* [ENTRIES PROVIDED]:

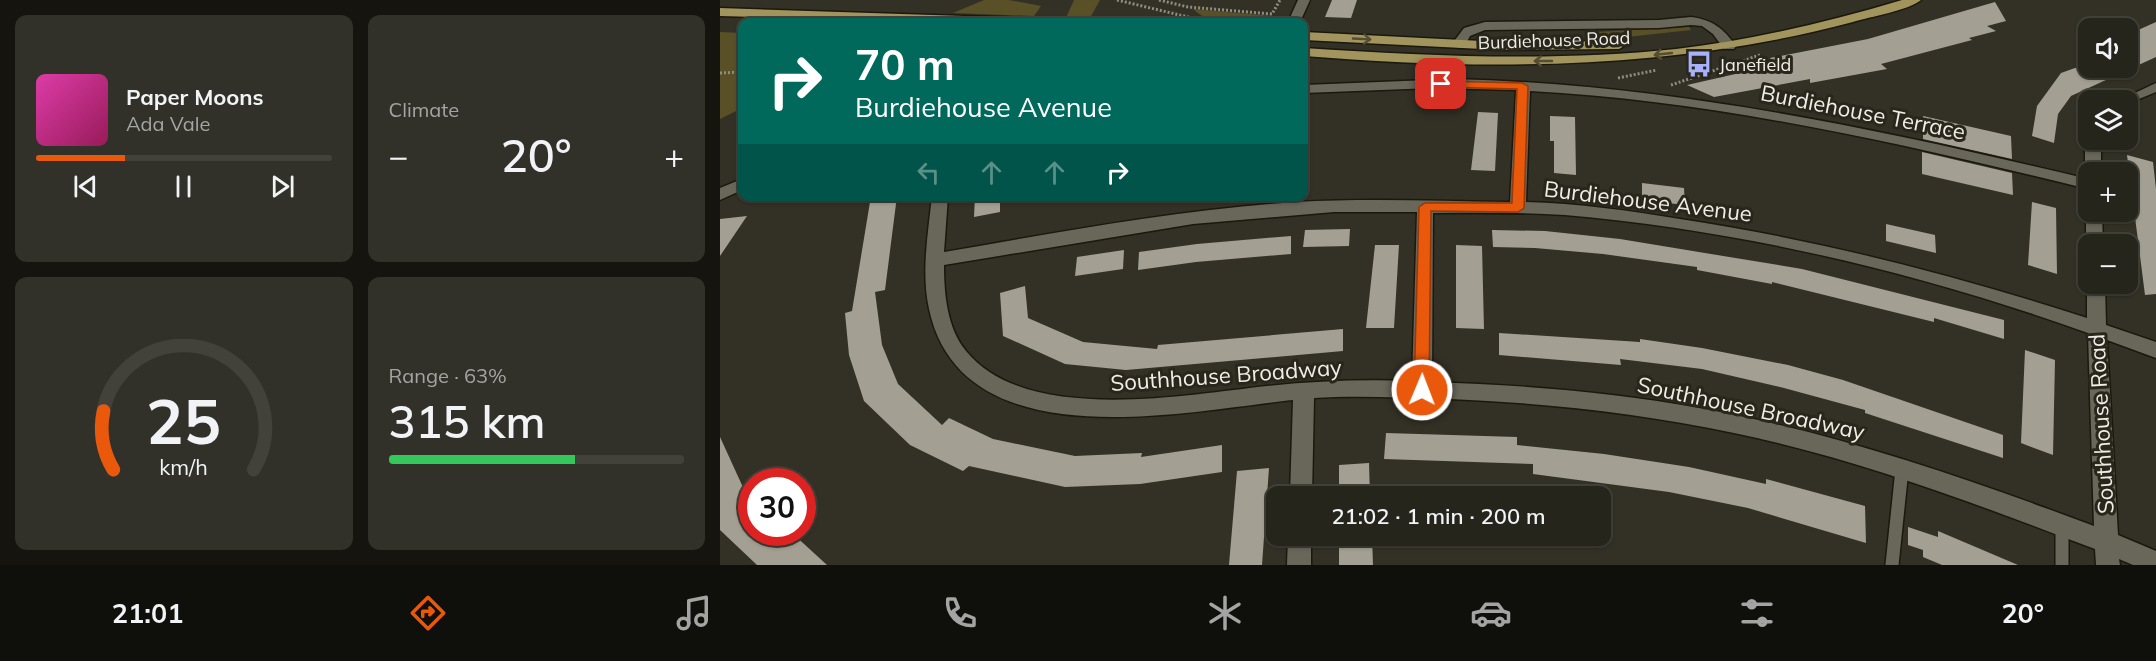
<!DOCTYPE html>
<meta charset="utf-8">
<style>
:root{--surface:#26251c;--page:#323129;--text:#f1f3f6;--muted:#a4a5a3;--line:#42423b;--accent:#ea580c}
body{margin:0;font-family:Mulish,sans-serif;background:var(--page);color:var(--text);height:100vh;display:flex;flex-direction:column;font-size:22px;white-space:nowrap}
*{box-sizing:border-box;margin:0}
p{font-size:20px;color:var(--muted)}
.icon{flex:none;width:33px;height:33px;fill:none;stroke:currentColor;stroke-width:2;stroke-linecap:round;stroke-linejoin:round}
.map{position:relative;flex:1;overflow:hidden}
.details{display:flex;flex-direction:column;gap:15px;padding:15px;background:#15140f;width:720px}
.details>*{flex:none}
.hud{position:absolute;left:18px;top:18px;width:570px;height:183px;border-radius:12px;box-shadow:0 2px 4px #0004,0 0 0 2px var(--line);background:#00695c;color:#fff;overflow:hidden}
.buttons{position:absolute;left:1358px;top:18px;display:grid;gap:12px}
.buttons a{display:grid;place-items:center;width:60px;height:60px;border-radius:12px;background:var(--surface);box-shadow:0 2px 4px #0004,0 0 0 2px var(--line);font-size:30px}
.speed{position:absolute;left:18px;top:468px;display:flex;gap:12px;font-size:30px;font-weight:700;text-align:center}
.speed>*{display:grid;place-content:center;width:78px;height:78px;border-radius:50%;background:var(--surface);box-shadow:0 2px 4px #0004,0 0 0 2px var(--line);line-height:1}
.speed .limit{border:9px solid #d22;background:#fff;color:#111}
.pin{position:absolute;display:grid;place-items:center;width:51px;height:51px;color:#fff;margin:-26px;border-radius:12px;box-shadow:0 3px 9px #0006}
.me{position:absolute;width:66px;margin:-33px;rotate:1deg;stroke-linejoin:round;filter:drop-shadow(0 0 4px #0008)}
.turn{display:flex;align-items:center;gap:21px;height:126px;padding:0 18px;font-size:27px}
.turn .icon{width:78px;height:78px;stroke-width:2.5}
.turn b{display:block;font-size:42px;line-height:51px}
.lanes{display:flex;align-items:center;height:57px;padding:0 18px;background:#0003;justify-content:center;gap:30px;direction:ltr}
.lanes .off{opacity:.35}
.big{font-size:45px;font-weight:600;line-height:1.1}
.details .widget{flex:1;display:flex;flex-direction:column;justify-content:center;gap:9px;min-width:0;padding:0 21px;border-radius:12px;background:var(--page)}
.details .dial{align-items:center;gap:0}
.dial svg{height:156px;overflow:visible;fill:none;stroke:var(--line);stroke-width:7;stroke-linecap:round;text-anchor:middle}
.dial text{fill:var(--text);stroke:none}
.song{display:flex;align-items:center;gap:18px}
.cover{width:72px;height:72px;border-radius:9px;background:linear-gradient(135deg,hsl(320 70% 55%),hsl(330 70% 35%))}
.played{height:6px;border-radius:3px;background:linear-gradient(90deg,var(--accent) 30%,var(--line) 30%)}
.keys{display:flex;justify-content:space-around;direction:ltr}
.heat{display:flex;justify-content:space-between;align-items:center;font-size:33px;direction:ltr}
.charge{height:9px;border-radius:4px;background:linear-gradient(90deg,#34c759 63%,var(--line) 0)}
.details .tiles{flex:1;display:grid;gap:15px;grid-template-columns:repeat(2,1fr)}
.trip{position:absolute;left:546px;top:486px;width:345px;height:60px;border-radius:12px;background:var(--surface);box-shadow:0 2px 4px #0004,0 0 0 2px var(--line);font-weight:600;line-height:60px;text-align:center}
.menu{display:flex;height:96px;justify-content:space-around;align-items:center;background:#0f0f0b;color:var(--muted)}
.menu .icon{width:42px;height:42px}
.menu .active{color:var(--accent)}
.menu b{font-size:27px;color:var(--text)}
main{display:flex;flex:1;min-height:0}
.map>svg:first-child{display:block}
.green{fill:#595027}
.building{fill:#a3a093}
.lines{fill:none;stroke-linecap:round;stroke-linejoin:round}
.lane-casing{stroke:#1b180e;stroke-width:16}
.street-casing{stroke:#1b180e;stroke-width:3}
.primary-casing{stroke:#1b180e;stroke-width:3}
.path{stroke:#8f8d83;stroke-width:3;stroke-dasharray:2 2;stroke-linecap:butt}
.lane{stroke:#69665a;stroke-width:13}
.street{fill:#69665a;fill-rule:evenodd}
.primary{fill:#a1945c;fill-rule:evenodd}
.oneway{stroke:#534d32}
.route{fill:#ea580c;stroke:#983908;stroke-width:1.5}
.labels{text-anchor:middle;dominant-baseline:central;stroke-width:6;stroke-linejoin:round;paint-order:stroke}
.far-street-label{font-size:18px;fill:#efede6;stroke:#29271c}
.far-poi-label{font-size:18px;fill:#efede6;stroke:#29271c;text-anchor:start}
.street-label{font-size:22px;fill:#efede6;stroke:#29271c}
</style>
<main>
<section class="details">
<div class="tiles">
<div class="widget">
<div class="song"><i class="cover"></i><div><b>Paper Moons</b><p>Ada Vale</p></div></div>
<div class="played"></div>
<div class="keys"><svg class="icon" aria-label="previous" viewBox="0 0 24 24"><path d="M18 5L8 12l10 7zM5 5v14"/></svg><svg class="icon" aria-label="pause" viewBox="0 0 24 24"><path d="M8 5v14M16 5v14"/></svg><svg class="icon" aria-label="next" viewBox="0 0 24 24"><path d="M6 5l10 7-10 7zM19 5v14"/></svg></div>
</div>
<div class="widget"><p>Climate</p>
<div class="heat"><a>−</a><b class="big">20°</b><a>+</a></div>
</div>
<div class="widget dial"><svg viewBox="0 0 100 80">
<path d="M14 69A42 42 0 1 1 86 69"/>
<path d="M14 69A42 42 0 0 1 9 39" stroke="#ea580c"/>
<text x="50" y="56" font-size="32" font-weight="700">25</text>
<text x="50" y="72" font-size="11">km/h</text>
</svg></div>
<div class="widget"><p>Range · 63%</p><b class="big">315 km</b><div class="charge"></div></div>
</div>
</section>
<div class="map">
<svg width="1436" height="565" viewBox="0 0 1436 565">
<rect width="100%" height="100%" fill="#333125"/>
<path class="green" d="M 264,0 L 289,0 L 321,6 L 314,16 L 233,13 Z
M 354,0 L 380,0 L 370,18 L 346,18 Z
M 473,9 L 552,16 L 549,22 C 523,23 493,28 473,9 Z
M 969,27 L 971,30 L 907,37 L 870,35 L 875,32 Z
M 0,32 L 22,33 L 22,108 L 0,119 Z"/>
<path class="building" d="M 612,0 L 637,0 L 631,18 L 605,17 Z
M 1275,2 L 1286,21 L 1267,26 L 1276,31 L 1249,38 L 1252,40 L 1161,64 L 1167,69 L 1090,83 L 1090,79 L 994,97 L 967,85 L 1033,70 L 1029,67 L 1053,62 L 1050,58 L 1148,39 Z
M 1436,22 L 1436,57 L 1351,96 L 1338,114 L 1334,143 L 1312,136 L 1317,106 L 1341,73 L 1355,68 L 1407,68 L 1407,35 Z
M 758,112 L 778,113 L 775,171 L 751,170 Z
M 830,116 L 855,117 L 856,175 L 834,173 L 834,141 L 830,141 Z
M 1203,116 L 1291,136 L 1292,159 L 1203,139 Z
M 1202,152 L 1292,173 L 1293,195 L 1202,174 Z
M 1407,155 L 1433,162 L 1436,189 L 1436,294 L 1425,295 Z
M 922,183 L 964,188 L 965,205 L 922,200 Z
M 151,196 L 177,196 L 165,290 L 155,292 L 162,345 L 178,384 L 222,425 L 229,418 L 273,439 L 355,456 L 422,453 L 421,457 L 502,445 L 502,472 L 420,484 L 345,487 L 249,466 L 243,471 L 190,445 L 144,401 L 129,355 L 125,313 L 132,311 Z
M 255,196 L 280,196 L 280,212 L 254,217 Z
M 1312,202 L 1336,208 L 1337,274 L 1308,265 Z
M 27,216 L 0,256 L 0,219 Z
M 1166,224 L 1215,235 L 1216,253 L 1166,241 Z
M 630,229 L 629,246 L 583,247 L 585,230 Z
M 772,230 L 825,231 L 900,239 L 1082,269 L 1284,320 L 1284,339 L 1214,318 L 1214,322 L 1052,282 L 1052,284 L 977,270 L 977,267 L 883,254 L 815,248 L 773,247 Z
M 571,236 L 571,254 L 476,262 L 418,270 L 419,252 L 477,244 Z
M 655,245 L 679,245 L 674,328 L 646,328 Z
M 736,245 L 762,246 L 764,329 L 736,328 Z
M 404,250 L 403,269 L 355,276 L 357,257 Z
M 305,286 L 308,318 L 363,342 L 437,349 L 438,345 L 623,329 L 623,351 L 406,370 L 345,364 L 283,336 L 280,293 Z
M 779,333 L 920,342 L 920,339 L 982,348 L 1068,365 L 1123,380 L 1283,435 L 1283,458 L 1145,413 L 1145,410 L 1064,388 L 982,369 L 900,359 L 901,365 L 779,355 Z
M 1305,350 L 1335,360 L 1333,455 L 1301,443 Z
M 666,433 L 797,437 L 797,445 L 884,454 L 969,467 L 1046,484 L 1046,479 L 1145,506 L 1146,543 L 1028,508 L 949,492 L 813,474 L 813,464 L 664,459 Z
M 0,437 L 32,507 L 32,532 L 71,532 L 107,565 L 37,565 L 0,530 Z
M 649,463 L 650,496 L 619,496 L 619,465 Z
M 549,468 L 542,565 L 509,565 L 517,471 Z
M 1188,527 L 1218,537 L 1218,531 L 1298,565 L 1222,565 L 1203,557 L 1203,550 L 1188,545 Z
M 619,536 L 652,536 L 653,565 L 619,565 Z"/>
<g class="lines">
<g class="lane-casing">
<path id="lane" d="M 1342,525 L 1342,565
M 1172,565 L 1182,469"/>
</g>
<g class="street-casing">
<path id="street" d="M 578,0 L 590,0 L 580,22 L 568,22 Z
M 971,17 C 993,20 1003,28 1016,46 L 1014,49 L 1004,49 L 993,34 L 982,26 L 971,25 L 939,28 L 765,30 L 750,36 L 744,47 L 739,48 L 732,44 L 744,28 L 765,22 L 939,20 Z
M 734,79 C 949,84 1160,129 1368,179 L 1368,189 C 1185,144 999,101 810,91 L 806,202 C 858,203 910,211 960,219 C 1099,240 1234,275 1367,318 L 1367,284 L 1385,284 L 1386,325 L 1436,342 L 1436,358 L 1387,340 L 1398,535 L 1436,551 L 1436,565 L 1413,565 L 1399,559 L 1400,565 L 1376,565 L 1375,549 L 1351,540 C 1241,498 1129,457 1014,433 C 920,413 825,403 730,399 C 685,398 639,395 594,398 L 592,496 L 570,496 L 573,400 C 464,411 242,462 209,309 C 201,272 208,234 212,196 L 228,196 L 224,252 C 340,232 458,210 576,202 C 647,198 719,201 790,202 L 796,90 L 713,88 L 584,93 L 584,85 ZM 614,212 L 697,212 L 692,381 C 643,379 595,381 547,386 C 464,395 306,425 246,351 C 227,328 224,294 224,265 L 473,224 ZM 713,213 C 757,213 801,212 845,215 C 1021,230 1201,273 1368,333 L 1374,526 C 1246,478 1113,432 979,408 C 891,392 801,385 712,382 Z
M 1436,83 L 1436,92 L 1407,104 L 1407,100 L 1400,100 Z
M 1368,137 L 1368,140 L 1381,140 L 1381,172 L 1368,172 L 1368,176 L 1365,172 L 1365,140 Z
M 22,179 L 22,190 L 0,200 L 0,188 Z
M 1368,208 L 1368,212 L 1382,212 L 1383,244 L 1368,244 L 1368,247 L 1366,244 L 1366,212 Z
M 568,536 L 591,536 L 591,565 L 567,565 Z"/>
</g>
<g class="primary-casing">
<path id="primary" d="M 1182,0 L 1201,0 C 1190,10 1149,17 1133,22 C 953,70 768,71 584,56 L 584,48 C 708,56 832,62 956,49 C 1033,40 1108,22 1182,0 Z
M 0,8 L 302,18 L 308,22 L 203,22 L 0,16 Z
M 584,32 L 782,42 L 899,41 L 906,45 L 899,49 L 782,50 L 584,40 Z"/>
</g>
<path class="path" d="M 397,0 L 489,22
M 439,0 L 468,7 L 552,14 L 560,0
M 0,73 L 22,72
M 898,78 L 937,70
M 951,85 L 1040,55"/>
<use href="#lane" class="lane"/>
<use href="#street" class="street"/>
<use href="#primary" class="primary"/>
</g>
<defs><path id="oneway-shaft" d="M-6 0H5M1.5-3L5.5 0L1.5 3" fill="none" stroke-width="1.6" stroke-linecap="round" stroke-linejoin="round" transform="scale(1.5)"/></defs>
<g class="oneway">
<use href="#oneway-shaft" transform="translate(642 39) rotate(3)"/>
<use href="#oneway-shaft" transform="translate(943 54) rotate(174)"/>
<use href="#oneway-shaft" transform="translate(823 61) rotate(180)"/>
</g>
<path class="route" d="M 717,81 L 802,83 L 808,86 L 804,208 L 798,212 L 711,211 L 709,390 L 702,396 L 694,390 L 699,207 L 705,203 L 792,203 L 797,89 L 721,87 L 716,84 Z"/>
<defs>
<g id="bus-bare" transform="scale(2.07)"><path d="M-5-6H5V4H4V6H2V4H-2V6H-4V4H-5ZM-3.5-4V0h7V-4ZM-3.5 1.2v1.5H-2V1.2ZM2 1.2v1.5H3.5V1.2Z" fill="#a7b1fc" stroke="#29271c" stroke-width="2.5" paint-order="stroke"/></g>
</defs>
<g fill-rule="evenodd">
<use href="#bus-bare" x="979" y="64"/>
</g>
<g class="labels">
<g class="far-street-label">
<text transform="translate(834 40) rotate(-2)">Burdiehouse Road</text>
</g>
<g class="far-poi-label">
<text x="999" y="64">Janefield</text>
</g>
<g class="street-label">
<text transform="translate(1143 112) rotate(11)">Burdiehouse Terrace</text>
<text transform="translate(928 201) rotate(7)">Burdiehouse Avenue</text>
<text transform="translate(506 375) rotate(-4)">Southhouse Broadway</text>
<text transform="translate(1031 408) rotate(12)">Southhouse Broadway</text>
<text transform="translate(1381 424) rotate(-93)">Southhouse Road</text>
</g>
</g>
</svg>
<div class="buttons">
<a><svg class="icon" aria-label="sound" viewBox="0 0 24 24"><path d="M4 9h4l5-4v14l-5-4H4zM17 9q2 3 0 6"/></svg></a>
<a><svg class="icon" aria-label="layers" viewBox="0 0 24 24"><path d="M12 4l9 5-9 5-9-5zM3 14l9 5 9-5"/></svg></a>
<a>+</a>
<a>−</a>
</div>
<div class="speed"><div class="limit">30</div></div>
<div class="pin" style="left:721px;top:84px;background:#d93025"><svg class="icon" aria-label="arrive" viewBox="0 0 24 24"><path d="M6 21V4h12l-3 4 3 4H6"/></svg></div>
<svg class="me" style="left:702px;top:390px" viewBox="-20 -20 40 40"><circle r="17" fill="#ea580c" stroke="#fff" stroke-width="3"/><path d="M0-11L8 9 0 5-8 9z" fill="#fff"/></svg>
<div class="trip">21:02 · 1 min · 200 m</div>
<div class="hud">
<div class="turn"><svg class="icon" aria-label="right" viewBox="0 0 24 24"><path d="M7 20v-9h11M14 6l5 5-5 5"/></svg><div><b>70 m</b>Burdiehouse Avenue</div></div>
<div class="lanes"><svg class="icon off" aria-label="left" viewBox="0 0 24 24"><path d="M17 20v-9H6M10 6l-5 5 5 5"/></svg><svg class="icon off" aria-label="ahead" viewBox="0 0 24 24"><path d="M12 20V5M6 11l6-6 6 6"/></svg><svg class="icon off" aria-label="ahead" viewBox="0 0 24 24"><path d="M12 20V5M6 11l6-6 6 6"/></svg><svg class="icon" aria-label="right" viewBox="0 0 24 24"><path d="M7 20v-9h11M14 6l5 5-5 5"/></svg></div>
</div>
</div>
</main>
<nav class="menu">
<b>21:01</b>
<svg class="icon active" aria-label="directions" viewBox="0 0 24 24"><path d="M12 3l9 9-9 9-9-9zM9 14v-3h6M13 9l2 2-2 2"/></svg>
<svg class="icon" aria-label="music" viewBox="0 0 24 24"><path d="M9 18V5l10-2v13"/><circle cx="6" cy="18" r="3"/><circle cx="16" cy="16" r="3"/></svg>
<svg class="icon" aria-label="phone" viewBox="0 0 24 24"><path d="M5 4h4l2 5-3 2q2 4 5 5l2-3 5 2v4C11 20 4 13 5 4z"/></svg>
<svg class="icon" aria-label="climate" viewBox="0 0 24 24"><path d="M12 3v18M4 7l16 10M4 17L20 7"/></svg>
<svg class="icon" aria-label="car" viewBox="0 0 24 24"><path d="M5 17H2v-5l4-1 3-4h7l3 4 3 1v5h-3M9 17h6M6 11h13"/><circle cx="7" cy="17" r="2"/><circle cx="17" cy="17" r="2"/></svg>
<svg class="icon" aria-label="filters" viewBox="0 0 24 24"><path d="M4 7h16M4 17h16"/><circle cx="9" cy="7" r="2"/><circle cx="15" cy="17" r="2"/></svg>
<b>20°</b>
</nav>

* [EXERCISE DETAILS]:
Copy out, from the listing above, every line that contains the string "evenodd".

* [OUTPUT FOR THIS EXERCISE]:
.street{fill:#69665a;fill-rule:evenodd}
.primary{fill:#a1945c;fill-rule:evenodd}
<g fill-rule="evenodd">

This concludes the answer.